E-Ticaret Pazarlarının Riskleri ve Verilerin Devrinin Sonuçları
Bilişim uzmanı Hakan Topuzoğlu, e-ticaret alanındaki piyasaların yurt dışına satışının beraberinde getirdiği risklere dikkat çekti. Topuzoğlu, “Yurt dışına satılan e-ticaret platformlarıyla beraber, tüm işlenebilir verilerin de transferi gerçekleşiyor. Bu devir işlemleri sırasında geçmişe ait verilerin silinmesi gerektiği de değerlendiriliyor,” şeklinde konuştu.

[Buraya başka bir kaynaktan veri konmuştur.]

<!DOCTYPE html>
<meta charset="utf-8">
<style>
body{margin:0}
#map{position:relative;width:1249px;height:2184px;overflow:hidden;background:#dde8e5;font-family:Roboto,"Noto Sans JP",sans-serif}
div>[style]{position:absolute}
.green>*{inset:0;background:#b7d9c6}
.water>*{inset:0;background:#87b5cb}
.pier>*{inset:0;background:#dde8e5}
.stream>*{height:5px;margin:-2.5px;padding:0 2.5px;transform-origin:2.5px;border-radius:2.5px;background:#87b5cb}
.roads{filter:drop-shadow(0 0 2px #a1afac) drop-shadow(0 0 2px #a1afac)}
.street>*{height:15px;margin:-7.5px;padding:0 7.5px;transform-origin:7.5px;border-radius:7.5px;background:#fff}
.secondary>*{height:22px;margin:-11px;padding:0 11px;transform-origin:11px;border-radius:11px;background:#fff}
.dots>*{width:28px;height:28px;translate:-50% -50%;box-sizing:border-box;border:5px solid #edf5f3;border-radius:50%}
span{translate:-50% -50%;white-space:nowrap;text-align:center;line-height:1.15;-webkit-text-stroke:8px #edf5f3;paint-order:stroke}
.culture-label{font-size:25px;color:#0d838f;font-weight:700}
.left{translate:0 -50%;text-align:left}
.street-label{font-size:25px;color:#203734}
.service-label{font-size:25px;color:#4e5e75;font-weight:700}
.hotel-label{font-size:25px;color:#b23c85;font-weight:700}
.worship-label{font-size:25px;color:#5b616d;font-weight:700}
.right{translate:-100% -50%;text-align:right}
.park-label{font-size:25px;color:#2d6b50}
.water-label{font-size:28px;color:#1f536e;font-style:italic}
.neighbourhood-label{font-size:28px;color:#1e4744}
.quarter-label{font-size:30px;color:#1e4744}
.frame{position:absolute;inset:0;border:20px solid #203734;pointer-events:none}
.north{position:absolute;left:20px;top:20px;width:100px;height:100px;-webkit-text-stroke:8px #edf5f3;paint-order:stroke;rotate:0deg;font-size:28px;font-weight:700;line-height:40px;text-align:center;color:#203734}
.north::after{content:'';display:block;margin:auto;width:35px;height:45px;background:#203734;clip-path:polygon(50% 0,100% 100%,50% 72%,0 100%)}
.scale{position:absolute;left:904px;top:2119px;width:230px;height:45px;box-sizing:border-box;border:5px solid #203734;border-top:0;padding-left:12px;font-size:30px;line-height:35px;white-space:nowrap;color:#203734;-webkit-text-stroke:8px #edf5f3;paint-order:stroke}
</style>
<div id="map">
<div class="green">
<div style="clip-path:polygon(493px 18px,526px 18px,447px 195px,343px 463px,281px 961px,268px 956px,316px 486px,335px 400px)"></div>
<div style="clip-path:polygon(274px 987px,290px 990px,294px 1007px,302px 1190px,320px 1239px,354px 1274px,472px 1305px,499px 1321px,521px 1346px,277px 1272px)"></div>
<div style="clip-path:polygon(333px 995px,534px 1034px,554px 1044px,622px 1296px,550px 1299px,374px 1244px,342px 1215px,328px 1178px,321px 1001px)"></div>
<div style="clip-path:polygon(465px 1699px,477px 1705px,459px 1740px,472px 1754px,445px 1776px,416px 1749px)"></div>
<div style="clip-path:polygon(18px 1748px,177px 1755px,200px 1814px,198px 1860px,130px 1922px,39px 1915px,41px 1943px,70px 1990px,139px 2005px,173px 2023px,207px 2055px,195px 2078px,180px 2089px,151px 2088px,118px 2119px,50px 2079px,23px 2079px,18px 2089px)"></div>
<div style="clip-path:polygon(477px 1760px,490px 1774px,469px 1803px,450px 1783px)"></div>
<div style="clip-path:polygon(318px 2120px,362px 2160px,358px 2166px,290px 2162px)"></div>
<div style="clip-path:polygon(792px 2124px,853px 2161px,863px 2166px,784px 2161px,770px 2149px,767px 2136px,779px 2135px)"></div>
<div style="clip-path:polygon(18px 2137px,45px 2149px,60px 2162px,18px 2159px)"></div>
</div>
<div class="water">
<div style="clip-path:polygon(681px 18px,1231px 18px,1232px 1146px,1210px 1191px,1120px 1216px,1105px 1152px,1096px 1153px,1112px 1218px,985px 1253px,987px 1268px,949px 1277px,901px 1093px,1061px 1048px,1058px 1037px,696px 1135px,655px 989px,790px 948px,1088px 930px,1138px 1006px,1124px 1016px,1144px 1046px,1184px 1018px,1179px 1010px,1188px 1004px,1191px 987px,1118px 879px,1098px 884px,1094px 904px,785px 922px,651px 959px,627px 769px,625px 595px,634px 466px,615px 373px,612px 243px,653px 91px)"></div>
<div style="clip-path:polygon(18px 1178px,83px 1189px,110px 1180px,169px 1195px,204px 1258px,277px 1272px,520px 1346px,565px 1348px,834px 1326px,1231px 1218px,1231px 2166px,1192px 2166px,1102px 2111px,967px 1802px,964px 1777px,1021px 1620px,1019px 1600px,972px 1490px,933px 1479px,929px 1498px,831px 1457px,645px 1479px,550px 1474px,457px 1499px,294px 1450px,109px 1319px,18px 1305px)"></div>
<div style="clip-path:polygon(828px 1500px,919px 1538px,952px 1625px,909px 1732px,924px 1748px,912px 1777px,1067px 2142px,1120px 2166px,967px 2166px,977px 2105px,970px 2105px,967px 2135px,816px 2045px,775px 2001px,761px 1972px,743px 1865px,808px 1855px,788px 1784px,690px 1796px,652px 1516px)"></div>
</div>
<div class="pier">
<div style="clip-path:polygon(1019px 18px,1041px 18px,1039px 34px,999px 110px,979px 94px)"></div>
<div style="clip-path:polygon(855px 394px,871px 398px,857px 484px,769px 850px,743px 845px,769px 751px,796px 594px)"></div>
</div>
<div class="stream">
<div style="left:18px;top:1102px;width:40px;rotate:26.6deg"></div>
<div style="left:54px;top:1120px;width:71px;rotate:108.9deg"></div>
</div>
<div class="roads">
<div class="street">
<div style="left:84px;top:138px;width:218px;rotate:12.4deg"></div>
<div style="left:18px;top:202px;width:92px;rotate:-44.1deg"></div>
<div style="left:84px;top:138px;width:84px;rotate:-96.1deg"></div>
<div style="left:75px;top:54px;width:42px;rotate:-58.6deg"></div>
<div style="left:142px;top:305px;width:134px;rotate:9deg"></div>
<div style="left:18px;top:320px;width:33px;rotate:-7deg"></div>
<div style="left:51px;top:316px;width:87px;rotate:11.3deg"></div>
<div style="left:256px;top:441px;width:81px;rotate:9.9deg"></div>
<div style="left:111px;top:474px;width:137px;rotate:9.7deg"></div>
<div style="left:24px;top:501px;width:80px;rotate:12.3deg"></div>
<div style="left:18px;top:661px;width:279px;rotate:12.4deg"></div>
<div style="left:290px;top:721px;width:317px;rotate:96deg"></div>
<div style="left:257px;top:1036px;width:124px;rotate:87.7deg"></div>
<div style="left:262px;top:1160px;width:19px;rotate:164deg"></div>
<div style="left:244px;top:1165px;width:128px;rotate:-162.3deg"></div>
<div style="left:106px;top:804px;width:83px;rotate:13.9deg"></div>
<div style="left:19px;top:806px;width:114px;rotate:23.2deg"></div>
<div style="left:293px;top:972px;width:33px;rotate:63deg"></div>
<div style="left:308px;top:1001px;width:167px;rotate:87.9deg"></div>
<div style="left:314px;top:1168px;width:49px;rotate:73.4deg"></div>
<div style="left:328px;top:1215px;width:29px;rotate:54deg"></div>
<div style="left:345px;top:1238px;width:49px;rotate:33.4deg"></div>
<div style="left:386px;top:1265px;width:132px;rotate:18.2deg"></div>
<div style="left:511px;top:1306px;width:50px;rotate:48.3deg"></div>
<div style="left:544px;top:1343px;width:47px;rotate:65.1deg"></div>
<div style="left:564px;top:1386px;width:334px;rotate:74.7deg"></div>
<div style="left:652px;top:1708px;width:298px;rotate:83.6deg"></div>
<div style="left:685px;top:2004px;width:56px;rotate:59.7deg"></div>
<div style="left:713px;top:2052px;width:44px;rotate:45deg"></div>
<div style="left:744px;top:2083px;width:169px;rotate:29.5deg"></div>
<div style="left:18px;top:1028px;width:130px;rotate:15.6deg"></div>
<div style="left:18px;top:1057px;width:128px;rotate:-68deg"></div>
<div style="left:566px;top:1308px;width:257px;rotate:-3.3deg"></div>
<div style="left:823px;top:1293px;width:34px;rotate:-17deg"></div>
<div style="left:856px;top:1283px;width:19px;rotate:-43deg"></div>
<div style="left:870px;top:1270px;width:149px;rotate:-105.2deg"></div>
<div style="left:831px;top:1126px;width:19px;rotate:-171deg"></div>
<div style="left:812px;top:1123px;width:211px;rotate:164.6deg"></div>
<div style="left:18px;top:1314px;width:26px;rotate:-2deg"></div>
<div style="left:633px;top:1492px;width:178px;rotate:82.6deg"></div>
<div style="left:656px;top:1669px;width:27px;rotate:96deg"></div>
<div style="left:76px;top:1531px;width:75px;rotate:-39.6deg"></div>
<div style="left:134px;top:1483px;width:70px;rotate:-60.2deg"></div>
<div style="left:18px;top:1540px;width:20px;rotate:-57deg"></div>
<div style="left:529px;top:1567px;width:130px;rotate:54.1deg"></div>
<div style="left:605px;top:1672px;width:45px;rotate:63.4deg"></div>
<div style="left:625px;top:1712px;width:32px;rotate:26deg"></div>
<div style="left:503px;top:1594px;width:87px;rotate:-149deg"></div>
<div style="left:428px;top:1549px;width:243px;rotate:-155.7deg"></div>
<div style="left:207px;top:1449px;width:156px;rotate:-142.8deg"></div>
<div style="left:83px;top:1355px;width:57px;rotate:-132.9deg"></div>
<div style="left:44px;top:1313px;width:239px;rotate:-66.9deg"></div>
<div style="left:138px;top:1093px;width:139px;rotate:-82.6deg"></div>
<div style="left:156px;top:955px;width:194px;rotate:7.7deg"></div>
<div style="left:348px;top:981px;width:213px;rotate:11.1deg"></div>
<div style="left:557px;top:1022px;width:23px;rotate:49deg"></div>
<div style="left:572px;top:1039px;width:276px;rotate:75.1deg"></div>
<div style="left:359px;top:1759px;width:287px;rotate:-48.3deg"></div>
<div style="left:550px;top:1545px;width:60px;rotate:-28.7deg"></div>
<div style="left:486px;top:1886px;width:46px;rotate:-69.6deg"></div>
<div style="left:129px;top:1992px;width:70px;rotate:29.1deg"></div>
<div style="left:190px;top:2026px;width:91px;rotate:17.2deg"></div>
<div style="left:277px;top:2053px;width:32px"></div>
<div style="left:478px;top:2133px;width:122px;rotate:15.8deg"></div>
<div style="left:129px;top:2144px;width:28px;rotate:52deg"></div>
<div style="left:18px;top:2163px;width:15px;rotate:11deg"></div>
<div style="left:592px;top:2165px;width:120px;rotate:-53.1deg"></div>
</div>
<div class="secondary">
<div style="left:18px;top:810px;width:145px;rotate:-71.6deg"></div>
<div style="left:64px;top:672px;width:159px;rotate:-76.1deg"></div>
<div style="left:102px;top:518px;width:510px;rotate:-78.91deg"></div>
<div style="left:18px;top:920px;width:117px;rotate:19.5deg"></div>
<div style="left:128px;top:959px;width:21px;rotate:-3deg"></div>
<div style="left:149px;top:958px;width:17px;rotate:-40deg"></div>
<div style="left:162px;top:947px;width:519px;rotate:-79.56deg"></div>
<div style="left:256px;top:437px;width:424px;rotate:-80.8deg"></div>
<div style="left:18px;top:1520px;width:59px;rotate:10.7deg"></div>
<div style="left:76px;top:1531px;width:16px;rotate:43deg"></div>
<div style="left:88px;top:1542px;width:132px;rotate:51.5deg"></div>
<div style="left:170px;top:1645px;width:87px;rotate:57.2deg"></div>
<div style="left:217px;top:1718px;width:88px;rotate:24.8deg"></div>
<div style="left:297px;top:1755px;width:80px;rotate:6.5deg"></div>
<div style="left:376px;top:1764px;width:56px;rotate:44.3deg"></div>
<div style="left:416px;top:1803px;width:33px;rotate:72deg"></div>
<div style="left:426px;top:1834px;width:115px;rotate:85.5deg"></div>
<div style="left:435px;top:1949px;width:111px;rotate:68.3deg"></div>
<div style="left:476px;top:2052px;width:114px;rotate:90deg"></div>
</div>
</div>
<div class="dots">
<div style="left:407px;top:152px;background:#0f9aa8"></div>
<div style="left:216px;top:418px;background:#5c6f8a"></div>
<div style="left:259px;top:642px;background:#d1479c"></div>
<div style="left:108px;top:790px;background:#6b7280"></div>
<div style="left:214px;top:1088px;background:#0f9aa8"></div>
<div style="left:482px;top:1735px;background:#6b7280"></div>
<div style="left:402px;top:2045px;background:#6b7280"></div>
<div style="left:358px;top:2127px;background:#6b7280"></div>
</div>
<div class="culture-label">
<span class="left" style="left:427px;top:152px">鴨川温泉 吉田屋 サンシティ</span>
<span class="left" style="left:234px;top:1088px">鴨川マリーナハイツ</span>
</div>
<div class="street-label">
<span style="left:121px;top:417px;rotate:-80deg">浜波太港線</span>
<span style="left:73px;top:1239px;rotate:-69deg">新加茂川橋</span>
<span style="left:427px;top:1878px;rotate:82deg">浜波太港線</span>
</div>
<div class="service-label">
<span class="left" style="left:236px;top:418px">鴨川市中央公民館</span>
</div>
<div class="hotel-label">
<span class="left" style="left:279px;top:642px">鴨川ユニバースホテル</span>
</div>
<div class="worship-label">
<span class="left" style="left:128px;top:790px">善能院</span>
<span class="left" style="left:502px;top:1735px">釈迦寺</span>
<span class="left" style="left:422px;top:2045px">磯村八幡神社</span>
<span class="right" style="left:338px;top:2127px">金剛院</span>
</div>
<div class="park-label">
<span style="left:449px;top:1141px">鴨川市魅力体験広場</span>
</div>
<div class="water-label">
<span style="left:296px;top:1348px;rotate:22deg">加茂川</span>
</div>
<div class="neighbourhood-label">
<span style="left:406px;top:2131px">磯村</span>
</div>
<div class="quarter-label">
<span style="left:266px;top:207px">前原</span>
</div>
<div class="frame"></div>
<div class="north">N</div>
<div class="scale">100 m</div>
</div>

Psikolojik ve Ekonomik Riskler
Topuzoğlu, yurt dışına satış yapılan e-ticaret platformlarının taşıdığı verilerin psikolojik ve ekonomik tehditler oluşturabileceğini belirtti. “E-ticaretin artışıyla birlikte, yeni pazar yerleri ortaya çıktı ve yerli firmalar satış yapmaya yöneldi. Bu süreç başlangıçta avantajlı görünse de, zamanla bu pazarlar yabancı şirketlere satılmaya başladı. Şu an itibarıyla yerli ve milli markaların sayısı çok azalmış durumda. Bazı büyük markalar dışında neredeyse hiç kalmadı. Yurt dışından gelen yatırımlar başlangıçta olumlu gözükse de, verilerin devri beraberinde çeşitli riskler doğuruyor,” dedi.
Topuzoğlu, Türk tüketicilerin alışveriş verilerinin, hangi bölgeden hangi ürünlerin daha çok alındığı gibi bilgilerin işlenebilir durumda olduğunu vurgulayarak, “Yabancı firmalar bu verilere erişerek stratejik yatırımlar yapabilir ya da yerel pazarı yönlendirebilir. Bu durum, hem psikolojik hem de ekonomik açıdan ciddi tehditler oluşturuyor,” şeklinde ifade etti.
Çözüm Önerileri ve Yerli Markaların Desteklenmesi
Topuzoğlu, verilerin devri sırasında silinme alternatifinin olduğuna dikkat çekerek, “İki öneri sunabiliriz. Birincisi, satış sırasında geçmişe dönük işlenebilir verilerin silinerek yeni alıcılara verilmesi. Bu durumda yeni işletmelere, ‘Buradan devam edin, ancak geçmiş verilerinizi alamazsınız’ denilebilir. İkincisi ise yerli markaların teşvik edilmesi gerekliliğidir. E-ticaret pazarını günlük hayatta işletmek oldukça karmaşık ve zor bir süreç; bu nedenle pek çok firma bu alanda yer almak istemiyor. Teşviklerle bu durumun iyileştirilmesi sağlanabilir,” diye ekledi.
Son olarak, yurt dışındaki firmaların Türkiye’deki pazarları satın alıp, kendi güçlü alanlarına çekme potansiyeline dikkat çeken Topuzoğlu, “Yerli ve milli anlayışın daha da güçlenmesi ve gerekli yasal düzenlemelerin resmi mercilerce yapılması önemlidir,” dedi.